(Reuters) - Attacks by Rohingya Muslim insurgents on the Myanmar security forces in Rakhine State triggered a response by the army and Buddhist vigilantes so brutal a senior U.N. official denounced it as a textbook example of ethnic cleansing.
Days, weeks and months after the Aug. 25 violence, more than 600,000 Rohingya fled to Muslim Bangladesh, trekking over mountains and through forests and rice fields inundated by monsoon rain.
Many of the refugees were traumatized, exhausted and hungry, some wounded by bullets, knives or clubs, many with burns. Many women said they had been raped.
All of the refugees brought accounts of a campaign of murderous violence and arson by the Myanmar security forces and Buddhist civilians that they believed was aimed at driving them out of the country.
Mostly Buddhist Myanmar denies the accusations.
(Click on reut.rs/2jc8rZe to view a photo essay on the Rohingya refugee crisis.)
Myanmar says the rebels responsible for the Aug. 25 attacks on about 30 security posts and an army camp - the Arakan Rohingya Salvation Army - are terrorists and it is they who unleashed most of the violence and arson that reduced hundreds of Rohingya villages nestled in emerald-green rice fields to ash.
The Rohingya have long faced discrimination and repression in Rakhine State where bad blood with ethnic Rakhine Buddhists, stemming from violence by both sides, goes back generations.
Rohingya are not regarded as an indigenous ethnic minority in Myanmar - the government even refuses to recognise the term “Rohingya”, instead labelling them illegal immigrants from Bangladesh. Most have been denied citizenship under a law that links nationality to ethnicity.
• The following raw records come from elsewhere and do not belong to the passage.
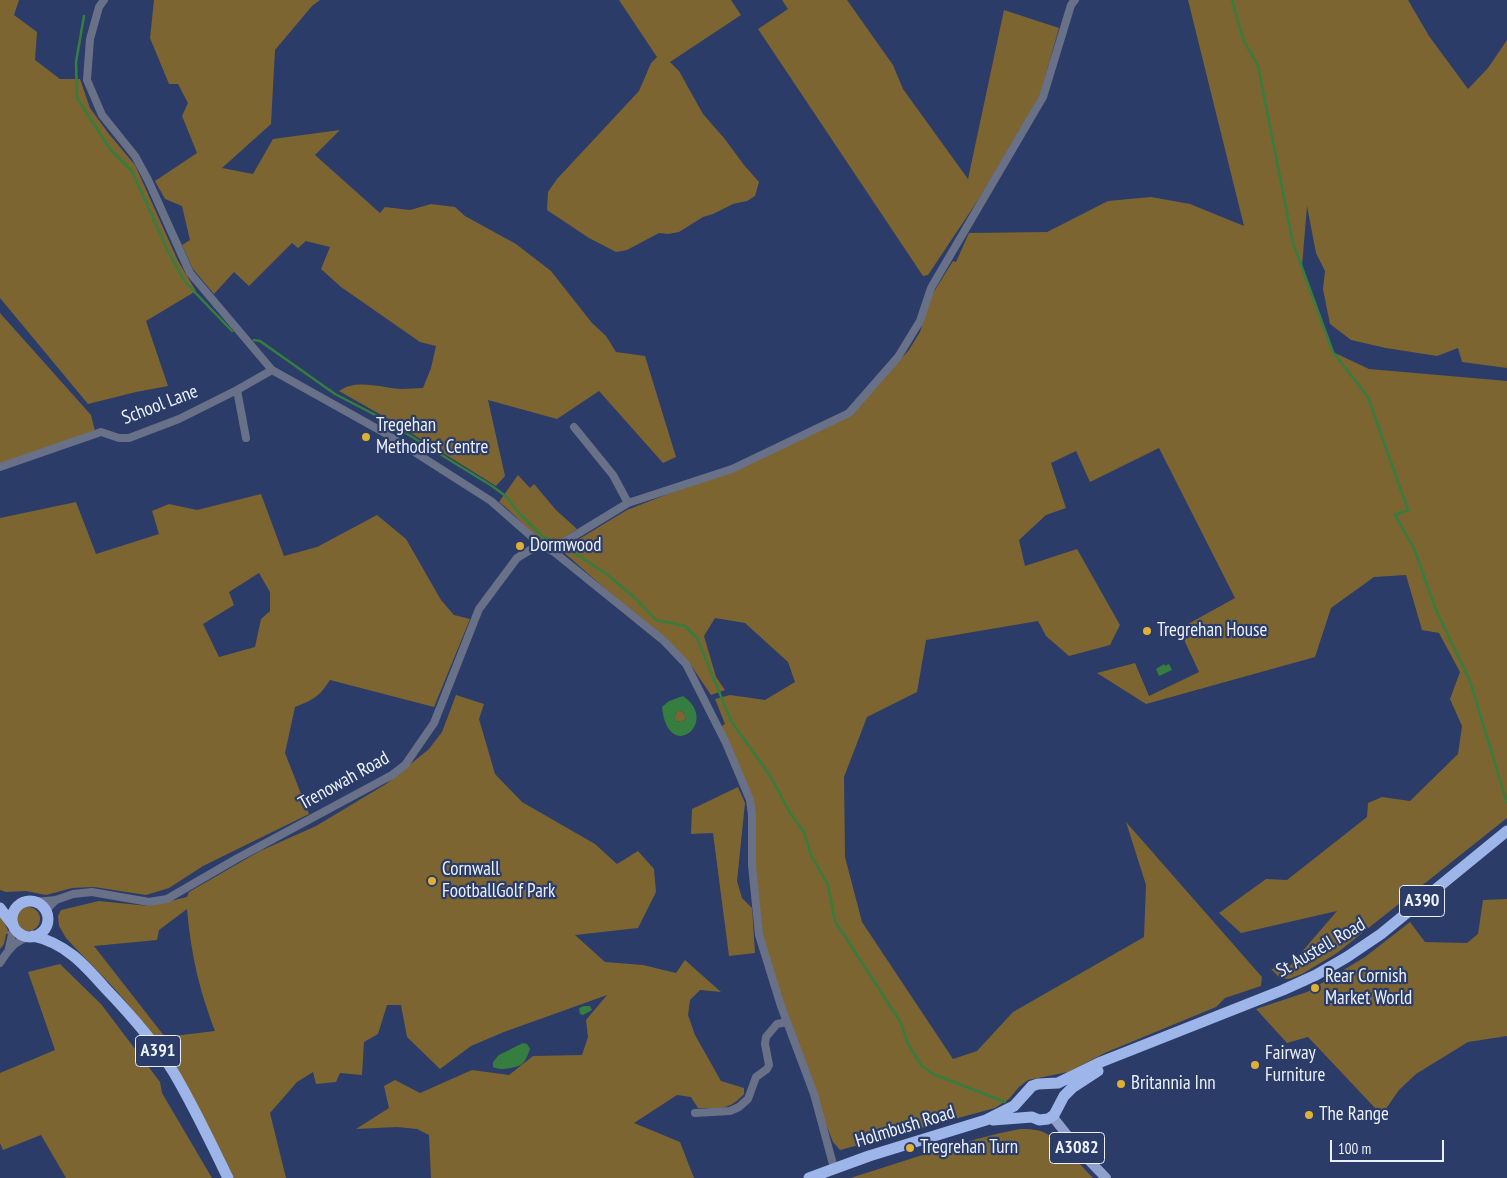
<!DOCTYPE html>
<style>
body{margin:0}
#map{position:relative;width:1507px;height:1178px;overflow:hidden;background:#2b3c68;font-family:"PT Sans Narrow",sans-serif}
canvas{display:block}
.scale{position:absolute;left:1330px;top:1140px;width:114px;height:22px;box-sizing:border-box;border:2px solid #eaeffa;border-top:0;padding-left:6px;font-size:15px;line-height:18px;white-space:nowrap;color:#eaeffa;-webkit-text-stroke:4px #2b3c68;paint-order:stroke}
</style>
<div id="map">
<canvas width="1507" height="1178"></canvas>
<div class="scale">100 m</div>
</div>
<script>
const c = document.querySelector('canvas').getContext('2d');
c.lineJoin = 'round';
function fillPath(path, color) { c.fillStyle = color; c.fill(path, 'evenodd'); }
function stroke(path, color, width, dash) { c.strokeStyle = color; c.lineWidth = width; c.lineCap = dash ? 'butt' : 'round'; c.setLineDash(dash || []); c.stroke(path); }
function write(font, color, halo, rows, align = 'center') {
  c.font = font + ' "PT Sans Narrow",sans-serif'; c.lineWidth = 4.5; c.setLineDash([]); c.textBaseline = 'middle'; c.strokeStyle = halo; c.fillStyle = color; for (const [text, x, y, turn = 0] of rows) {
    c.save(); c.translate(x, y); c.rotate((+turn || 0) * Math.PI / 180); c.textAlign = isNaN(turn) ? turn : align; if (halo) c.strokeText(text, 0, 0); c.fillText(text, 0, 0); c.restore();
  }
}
fillPath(new Path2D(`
 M0 0H19L14 15 37 32 35 60 60 79H80L90 108 109 134 135 165 178 261 196 291 146 321 168 386 136 392 88 404 0 298Z
 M154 0H320L312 6 275 50 271 124 222 168 253 174 273 139 340 130 315 155 380 213 385 207 410 210 431 204 455 207 465 216 516 244 551 271 592 323 606 336 616 352 645 356 676 457 663 463 599 391 557 419 488 400 505 476 496 486 390 420 339 391C356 378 383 388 402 389 409 389 416 388 423 388L431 368 436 346 420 342 341 287 321 269 330 247 306 241 298 248 292 243 249 286 234 272 214 294 193 269 182 245 190 240 182 206 165 199 155 181 197 153 182 116 188 103 178 84H169L150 38Z
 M619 0H731L741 15 670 62 679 71 703 114 724 138 744 165 759 182 755 196 747 201 733 204 713 214 703 217 679 232 668 234 659 233 627 250 616 252 589 238 547 210 548 192 557 179 639 91 651 63 657 57Z
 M782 0H847L893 65 903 89 968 179 1004 10 1059 28 1040 95 980 197 928 275 923 276 758 29 788 9Z
 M1188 0H1408L1429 36 1468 89 1488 68 1507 40V368L1462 362 1458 348 1437 356 1386 348 1351 340 1330 324 1323 289 1325 271 1316 253 1307 206 1302 266 1333 352 1369 369 1507 381V818L1337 953 1302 974 1289 979 1280 978 1271 969 1288 968 1337 911 1241 933 1219 913 1266 879 1287 880 1367 817 1368 803 1382 797 1410 801 1458 754 1462 726 1450 699 1460 672 1439 633 1422 630 1406 575 1374 577 1331 608 1315 657 1146 704 1097 673 1135 663 1149 696 1199 672 1179 629 1235 598 1159 448 1090 482 1076 451 1051 463 1066 508 1046 515 1019 540 1025 566 1077 549 1120 625 1110 645 1069 656 1046 636 1038 621 926 640 917 692 867 717 844 777 845 857 862 922 953 1059 977 1051 1013 1012 1144 937 1146 885 1126 822 1262 977 1261 986 1225 998 1216 1007 1107 1052 1068 1072 1028 1080 1019 1087 1009 1099 995 1108 840 1150 833 1142 814 1094 759 935 750 800 719 728 725 724 715 699 730 695 765 700 795 682 788 662 745 623 715 618 704 636 716 677 725 690 711 695 688 661 561 550 627 510 732 469 851 415 909 350 920 332 930 298 953 261 956 262 969 233 1047 232 1108 201 1151 197 1190 204 1244 226Z
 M0 313 91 415 95 431 0 465Z
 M518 475 530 488 534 484 556 510 577 529 551 546C533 539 516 514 499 502Z
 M261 494 284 556 317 547 377 515 406 539 441 600 454 615 470 619 434 707 330 680C319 697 313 700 295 707L285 753 309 814 203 866 169 888 146 895 94 887 72 888 46 895 26 891 6 892 0 890V518L76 502 96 554 159 534 152 511 169 504 197 510ZM259 573 270 592V611L261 619 255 647 219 657 203 624 234 605 229 592Z
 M456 695 484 704 479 719 495 774 522 802 595 844 617 864 638 851 654 869 656 892 638 928 575 935 605 962 643 965 676 973 685 960 721 992 700 990 690 1000 688 1015 695 1035 721 1081 744 1088V1094C728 1111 721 1108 698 1108L691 1097 677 1095 634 1123 680 1142 694 1178H431L429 1135 417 1129 397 1127 356 1129 389 1108 384 1086 395 1080 420 1093 472 1070 509 1075 533 1056 582 1055 588 1037 586 1020 607 995 504 1032 471 1046 440 1069 407 1037 401 1005H387L378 1034 364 1042 362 1075 340 1073 336 1082 316 1084 313 1072 297 1082 270 1113 286 1178H234C206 1118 173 1061 131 1008 112 984 88 962 66 938L59 926 58 916 61 910 99 901 149 906 187 897 189 892 260 851 316 826 386 784 429 749 442 732ZM187 909C191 954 199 989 215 1031L165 1037 94 946 157 940 159 930Z
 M678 710 684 713 686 719 681 722 676 721 674 717Z
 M738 787 745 803 737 881 742 898 752 908 755 953 729 956 713 833 691 834 692 809Z
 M1507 899V1036L1468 1042 1416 1074 1399 1090 1383 1113 1376 1109 1308 1037 1287 1043 1256 1009 1307 992 1365 957 1410 922 1425 942 1467 943 1478 934 1483 900Z
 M16 919a12 12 0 1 1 24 0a12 12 0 1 1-24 0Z
 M0 915 9 932V934H6L4 944 0 949Z
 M60 964 101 1004 160 1082 162 1093 212 1178H66L41 1135 3 1150 0 1143V1073L55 1050 28 972Z
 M1020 1129C1029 1129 1039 1129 1047 1134 1065 1144 1079 1164 1093 1178H850C906 1161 962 1140 1020 1129Z`), '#7c6531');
fillPath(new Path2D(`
 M1164 664 1165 666 1169 664 1172 670 1159 676 1156 669Z
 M683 696C721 722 668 765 662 707L669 701ZM678 710 684 713 686 719 681 722 676 721 674 717Z
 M584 1006H590L592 1010 583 1015 580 1014 579 1008Z
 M523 1043 527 1044 530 1049C528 1054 526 1061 522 1064 516 1068 499 1071 493 1067V1062L499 1055Z`), '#357e3f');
stroke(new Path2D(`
 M1232 0 1243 39 1258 66 1293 243 1333 352 1368 397 1408 510 1395 515 1414 548 1436 610 1470 681 1507 803
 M84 16 76 62 77 98 110 149 132 171 167 249 185 282 232 331
 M254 340 260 341 335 394 383 419 492 486 507 497 518 512 542 536 567 548 608 575 635 598 656 620 685 626 697 638 731 721 771 777 790 813 804 832 811 855 828 885 835 921 901 1023 908 1044 921 1065 933 1074 1005 1102`), '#357e3f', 2.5);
stroke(new Path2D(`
 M104 0 99 7 90 39 87 80 102 115 135 156 148 180 190 273 272 370 383 432 491 501 540 544 554 552 664 641 686 664 726 743 750 800 752 815V865L759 935 781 1006 814 1094 834 1168
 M237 390 246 438
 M574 427 613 475 628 503
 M0 467 101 432 119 438H129L179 419 237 390 272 370
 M554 552 564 542 628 503 732 469 849 413 898 357 920 321 931 288 1043 97 1071 5 1075 0
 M35 902 56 900 73 894 92 892 149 902 167 899 236 859 392 775 405 765 434 723 479 609 517 558 540 544
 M46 913 48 908 56 900
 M9 948 14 926
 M0 963C8 950 15 941 29 937
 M695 1113 730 1111 739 1107 748 1099 756 1077 767 1069 769 1065 765 1044 766 1037 777 1024 787 1022`), '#687187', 8);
stroke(new Path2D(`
 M1052 1116 1079 1150 1106 1178`), '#8fa2ce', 10);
stroke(new Path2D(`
 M12 919a18 18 0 1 1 36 0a18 18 0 1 1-36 0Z
 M0 908 12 924
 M33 936C65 943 84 964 105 988 130 1014 155 1042 174 1073 194 1107 211 1143 228 1178
 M993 1120 1032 1117 1039 1120 1048 1119 1054 1115 1064 1096 1072 1088 1098 1071
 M809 1178 869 1156 986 1120 1014 1106 1032 1086 1038 1084 1058 1083 1101 1062 1283 990 1316 975 1347 957 1381 934 1507 831`), '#9eb5ea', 11);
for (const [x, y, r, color] of [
 [366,437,5,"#e0b034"],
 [520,546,5,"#e0b034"],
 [1147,631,5,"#e0b034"],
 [432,881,5,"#e0b034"],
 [1315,988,5,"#e0b034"],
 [1255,1065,5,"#e0b034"],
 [1121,1084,5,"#e0b034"],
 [1309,1115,5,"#e0b034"],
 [910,1148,5,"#e0b034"]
]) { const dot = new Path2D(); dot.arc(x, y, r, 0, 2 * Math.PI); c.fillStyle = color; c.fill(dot); stroke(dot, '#2b3c68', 2); }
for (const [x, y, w] of [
 [1422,901,45],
 [158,1051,45],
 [1077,1148,55]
]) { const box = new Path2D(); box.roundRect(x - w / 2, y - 15.5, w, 31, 4); c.fillStyle = '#2b3c68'; c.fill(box); stroke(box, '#eaeffa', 1); }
write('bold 18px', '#eaeffa', null, [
 ["A390",1422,901],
 ["A391",158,1051],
 ["A3082",1077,1148]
]);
write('19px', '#eaeffa', '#2b3c68', [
 ["School Lane",160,405,-21],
 ["Trenowah Road",344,781,-29],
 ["St Austell Road",1321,948,-30],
 ["Holmbush Road",905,1127,-17]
]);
write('19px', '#eaeffa', '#2b3c68', [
 ["Tregehan",376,426],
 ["Methodist Centre",376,448],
 ["Dormwood",530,546],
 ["Tregrehan House",1157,631],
 ["Cornwall",442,870],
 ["FootballGolf Park",442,892],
 ["Rear Cornish",1325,977],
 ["Market World",1325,999],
 ["Fairway",1265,1054],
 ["Furniture",1265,1076],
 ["Britannia Inn",1131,1084],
 ["The Range",1319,1115],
 ["Tregrehan Turn",920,1148]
], 'left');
</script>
They have long lived under apartheid-like conditions, with little access to even the limited opportunities in education and employment open to their Buddhist neighbours in one of Myanmar’s poorest regions.
About one million Rohingya were believed to have been living in Rakhine State before the latest violence. Bangladesh was already home to 400,000 of them who had fled earlier repression.
The new arrivals, many landing by boat after being ferried across a border river, crammed into the existing refugee camps in the Cox’s Bazar district, many camping out in the rain - lucky ones able to string up a piece of plastic - beside muddy tracks.
Bangladesh, one of the world’s poorest and most crowded countries, initially said the Rohingya were not welcome and ordered border guards to push them back.
But it quickly changed its stand in the face of the scale of the exodus and began gearing up, with the help of U.N. and other aid agencies, to cope with the fastest-developing refugee crisis the world had seen in years.
The crisis has raised grave doubts about Myanmar’s transition from military-ruled pariah to budding democracy, and about the commitment to human rights of the democracy leader who struggled to end nearly 50 years of harsh military rule - Aung San Suu Kyi.
The generals remain in full charge of security under a constitution they drafted, even though Suu Kyi runs the government.
Analysts say Suu Kyi has to avoid angering the army and alienating supporters by being seen to take the side of a Muslim minority that enjoys little sympathy in a country that has seen a surge of Buddhist nationalism.
Nevertheless, the failure of the Nobel peace laureate to speak out forcefully in defence of the Rohingya would seem to have irreparably damaged her reputation overseas.
The international community is demanding that the Rohingya be allowed to go home in safety, and Bangladesh and Myanmar have begun talks on repatriation, but huge doubts remain about the Rohingya ever being able to return in peace to rebuild their homes and till their fields.